The GAO found an 8 percentage point drop in the share of small employers offering benefits from 2001 to 2006 and said many employers that offer health benefits now make workers pay a higher share of out-of-pocket costs.

Some also have begun offering consumer-directed health plans, which trade lower premiums for significantly higher deductibles, or mini-medical plans that provide more limited coverage at lower premiums, the GAO said.

"While the share of large employers offering health benefits remained fairly constant between 2001 and 2006 at about 98 percent, the share of small employers (with 3-199 employees) offering them dropped from 68 percent to 60 percent," the GAO said in its report.

"Health policy experts from one organization we interviewed told us this decline is likely due to new employers choosing not to offer coverage rather than existing employers dropping coverage," the GAO added.

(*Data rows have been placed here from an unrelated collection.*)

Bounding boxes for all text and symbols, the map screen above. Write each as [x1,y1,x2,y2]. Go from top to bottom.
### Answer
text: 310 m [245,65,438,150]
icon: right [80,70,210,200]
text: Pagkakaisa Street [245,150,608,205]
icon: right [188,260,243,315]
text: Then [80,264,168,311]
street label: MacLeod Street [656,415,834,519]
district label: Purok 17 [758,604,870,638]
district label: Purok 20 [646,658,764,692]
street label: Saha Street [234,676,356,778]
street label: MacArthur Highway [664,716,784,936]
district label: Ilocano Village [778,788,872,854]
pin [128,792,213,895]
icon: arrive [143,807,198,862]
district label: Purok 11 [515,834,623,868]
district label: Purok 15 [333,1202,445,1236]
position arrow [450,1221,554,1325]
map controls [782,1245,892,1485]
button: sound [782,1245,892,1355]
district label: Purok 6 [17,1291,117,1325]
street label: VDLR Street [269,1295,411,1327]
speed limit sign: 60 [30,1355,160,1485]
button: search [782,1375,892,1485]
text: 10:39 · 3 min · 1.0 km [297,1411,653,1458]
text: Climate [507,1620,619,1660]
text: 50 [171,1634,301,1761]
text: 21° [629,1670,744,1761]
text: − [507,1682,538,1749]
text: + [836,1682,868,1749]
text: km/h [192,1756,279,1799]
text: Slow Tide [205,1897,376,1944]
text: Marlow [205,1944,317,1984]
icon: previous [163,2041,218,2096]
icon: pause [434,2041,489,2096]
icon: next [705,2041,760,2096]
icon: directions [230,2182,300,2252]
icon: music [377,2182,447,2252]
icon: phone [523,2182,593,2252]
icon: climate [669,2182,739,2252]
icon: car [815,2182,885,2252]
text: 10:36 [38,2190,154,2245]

"Some of these recent changes to health benefits may particularly affect low-wage workers who are less able to afford higher out-of-pocket costs, and less healthy workers who use more health services," added the GAO, which wrote the report at the request of Congress.

The workers losing coverage are probably those the least likely to be able to bargain for it, the GAO found. "Survey data indicate that from 2001 through 2005, eligibility for health coverage and the extent to which workers are covered have both declined most among low-wage workers," it said.

At least 46 million Americans have no health insurance at all. Government programs such as Medicare and Medicaid provide health insurance for the poor, disabled and elderly.